Goal of the exercise:
From the first record below to the last, retype each one exactly.

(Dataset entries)
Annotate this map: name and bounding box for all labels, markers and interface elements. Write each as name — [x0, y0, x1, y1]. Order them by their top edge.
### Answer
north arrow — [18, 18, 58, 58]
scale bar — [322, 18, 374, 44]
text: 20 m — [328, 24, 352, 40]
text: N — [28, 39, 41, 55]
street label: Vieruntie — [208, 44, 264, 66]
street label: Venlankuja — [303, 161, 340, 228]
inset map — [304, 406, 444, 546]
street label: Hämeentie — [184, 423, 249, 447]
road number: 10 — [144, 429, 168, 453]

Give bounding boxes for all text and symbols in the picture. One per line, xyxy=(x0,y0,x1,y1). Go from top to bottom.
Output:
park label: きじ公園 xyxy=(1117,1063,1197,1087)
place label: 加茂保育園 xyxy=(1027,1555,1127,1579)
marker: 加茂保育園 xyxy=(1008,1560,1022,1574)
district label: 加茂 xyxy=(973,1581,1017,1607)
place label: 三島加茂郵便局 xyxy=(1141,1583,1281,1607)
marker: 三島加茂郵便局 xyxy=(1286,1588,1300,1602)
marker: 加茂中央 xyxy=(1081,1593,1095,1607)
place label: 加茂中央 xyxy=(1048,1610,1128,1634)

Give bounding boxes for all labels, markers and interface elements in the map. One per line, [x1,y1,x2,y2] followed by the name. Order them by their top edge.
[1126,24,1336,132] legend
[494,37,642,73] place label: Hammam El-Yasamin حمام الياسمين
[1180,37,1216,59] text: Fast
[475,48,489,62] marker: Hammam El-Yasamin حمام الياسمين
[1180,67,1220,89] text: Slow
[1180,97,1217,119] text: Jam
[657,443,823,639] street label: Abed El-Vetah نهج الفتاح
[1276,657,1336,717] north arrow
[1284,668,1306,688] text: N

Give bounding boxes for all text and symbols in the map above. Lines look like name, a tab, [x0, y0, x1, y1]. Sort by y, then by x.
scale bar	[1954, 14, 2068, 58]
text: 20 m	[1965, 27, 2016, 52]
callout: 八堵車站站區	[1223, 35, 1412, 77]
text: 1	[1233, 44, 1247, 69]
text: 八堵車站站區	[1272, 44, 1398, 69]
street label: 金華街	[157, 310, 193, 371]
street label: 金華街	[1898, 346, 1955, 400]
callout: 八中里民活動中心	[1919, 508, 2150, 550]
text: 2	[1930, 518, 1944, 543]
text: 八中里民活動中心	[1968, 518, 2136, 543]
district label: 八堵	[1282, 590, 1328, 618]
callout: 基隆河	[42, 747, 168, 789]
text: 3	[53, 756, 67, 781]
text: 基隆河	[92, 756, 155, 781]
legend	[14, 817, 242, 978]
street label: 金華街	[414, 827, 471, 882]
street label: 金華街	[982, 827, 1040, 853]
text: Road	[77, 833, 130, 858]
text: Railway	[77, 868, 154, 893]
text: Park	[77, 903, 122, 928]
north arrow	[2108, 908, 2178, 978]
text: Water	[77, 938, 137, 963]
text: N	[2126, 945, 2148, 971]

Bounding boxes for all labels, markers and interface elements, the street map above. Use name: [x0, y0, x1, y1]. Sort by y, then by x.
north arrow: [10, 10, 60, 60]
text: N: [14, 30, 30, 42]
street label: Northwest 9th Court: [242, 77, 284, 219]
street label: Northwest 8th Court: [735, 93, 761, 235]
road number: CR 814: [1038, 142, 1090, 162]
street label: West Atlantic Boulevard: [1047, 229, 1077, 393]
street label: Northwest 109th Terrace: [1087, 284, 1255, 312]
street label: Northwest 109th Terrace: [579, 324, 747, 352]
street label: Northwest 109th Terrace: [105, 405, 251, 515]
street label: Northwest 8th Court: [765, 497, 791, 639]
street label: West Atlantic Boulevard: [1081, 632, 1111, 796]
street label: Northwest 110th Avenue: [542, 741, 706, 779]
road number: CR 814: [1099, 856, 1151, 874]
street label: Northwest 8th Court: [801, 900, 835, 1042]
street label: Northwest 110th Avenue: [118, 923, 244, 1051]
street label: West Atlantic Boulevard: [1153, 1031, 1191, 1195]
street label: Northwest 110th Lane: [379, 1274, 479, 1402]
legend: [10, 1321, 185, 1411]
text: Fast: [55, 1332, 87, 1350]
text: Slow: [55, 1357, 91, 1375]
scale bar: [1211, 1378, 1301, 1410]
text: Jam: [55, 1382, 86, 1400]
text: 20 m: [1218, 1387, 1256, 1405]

Written answer:
Annotate this map: name and bounding box for all labels, markers and interface elements. Write each as name — [x0, y0, x1, y1]. Order them by their top edge.
### Answer
north arrow — [18, 18, 58, 58]
scale bar — [322, 18, 374, 44]
text: 20 m — [328, 24, 352, 40]
text: N — [28, 39, 41, 55]
street label: Vieruntie — [208, 44, 264, 66]
street label: Venlankuja — [303, 161, 340, 228]
inset map — [304, 406, 444, 546]
street label: Hämeentie — [184, 423, 249, 447]
road number: 10 — [144, 429, 168, 453]

Give bounding boxes for all text and symbols in the picture. One per line, xyxy=(x0,y0,x1,y1). Go from top to bottom.
Output:
park label: きじ公園 xyxy=(1117,1063,1197,1087)
place label: 加茂保育園 xyxy=(1027,1555,1127,1579)
marker: 加茂保育園 xyxy=(1008,1560,1022,1574)
district label: 加茂 xyxy=(973,1581,1017,1607)
place label: 三島加茂郵便局 xyxy=(1141,1583,1281,1607)
marker: 三島加茂郵便局 xyxy=(1286,1588,1300,1602)
marker: 加茂中央 xyxy=(1081,1593,1095,1607)
place label: 加茂中央 xyxy=(1048,1610,1128,1634)

Give bounding boxes for all labels, markers and interface elements in the map. One per line, [x1,y1,x2,y2] followed by the name. Order them by their top edge.
[1126,24,1336,132] legend
[494,37,642,73] place label: Hammam El-Yasamin حمام الياسمين
[1180,37,1216,59] text: Fast
[475,48,489,62] marker: Hammam El-Yasamin حمام الياسمين
[1180,67,1220,89] text: Slow
[1180,97,1217,119] text: Jam
[657,443,823,639] street label: Abed El-Vetah نهج الفتاح
[1276,657,1336,717] north arrow
[1284,668,1306,688] text: N

Give bounding boxes for all text and symbols in the map above. Lines look like name, a tab, [x0, y0, x1, y1]. Sort by y, then by x.
scale bar	[1954, 14, 2068, 58]
text: 20 m	[1965, 27, 2016, 52]
callout: 八堵車站站區	[1223, 35, 1412, 77]
text: 1	[1233, 44, 1247, 69]
text: 八堵車站站區	[1272, 44, 1398, 69]
street label: 金華街	[157, 310, 193, 371]
street label: 金華街	[1898, 346, 1955, 400]
callout: 八中里民活動中心	[1919, 508, 2150, 550]
text: 2	[1930, 518, 1944, 543]
text: 八中里民活動中心	[1968, 518, 2136, 543]
district label: 八堵	[1282, 590, 1328, 618]
callout: 基隆河	[42, 747, 168, 789]
text: 3	[53, 756, 67, 781]
text: 基隆河	[92, 756, 155, 781]
legend	[14, 817, 242, 978]
street label: 金華街	[414, 827, 471, 882]
street label: 金華街	[982, 827, 1040, 853]
text: Road	[77, 833, 130, 858]
text: Railway	[77, 868, 154, 893]
text: Park	[77, 903, 122, 928]
north arrow	[2108, 908, 2178, 978]
text: Water	[77, 938, 137, 963]
text: N	[2126, 945, 2148, 971]

Bounding boxes for all labels, markers and interface elements, the street map above. Use name: [x0, y0, x1, y1]. Sort by y, then by x.
north arrow: [10, 10, 60, 60]
text: N: [14, 30, 30, 42]
street label: Northwest 9th Court: [242, 77, 284, 219]
street label: Northwest 8th Court: [735, 93, 761, 235]
road number: CR 814: [1038, 142, 1090, 162]
street label: West Atlantic Boulevard: [1047, 229, 1077, 393]
street label: Northwest 109th Terrace: [1087, 284, 1255, 312]
street label: Northwest 109th Terrace: [579, 324, 747, 352]
street label: Northwest 109th Terrace: [105, 405, 251, 515]
street label: Northwest 8th Court: [765, 497, 791, 639]
street label: West Atlantic Boulevard: [1081, 632, 1111, 796]
street label: Northwest 110th Avenue: [542, 741, 706, 779]
road number: CR 814: [1099, 856, 1151, 874]
street label: Northwest 8th Court: [801, 900, 835, 1042]
street label: Northwest 110th Avenue: [118, 923, 244, 1051]
street label: West Atlantic Boulevard: [1153, 1031, 1191, 1195]
street label: Northwest 110th Lane: [379, 1274, 479, 1402]
legend: [10, 1321, 185, 1411]
text: Fast: [55, 1332, 87, 1350]
text: Slow: [55, 1357, 91, 1375]
scale bar: [1211, 1378, 1301, 1410]
text: Jam: [55, 1382, 86, 1400]
text: 20 m: [1218, 1387, 1256, 1405]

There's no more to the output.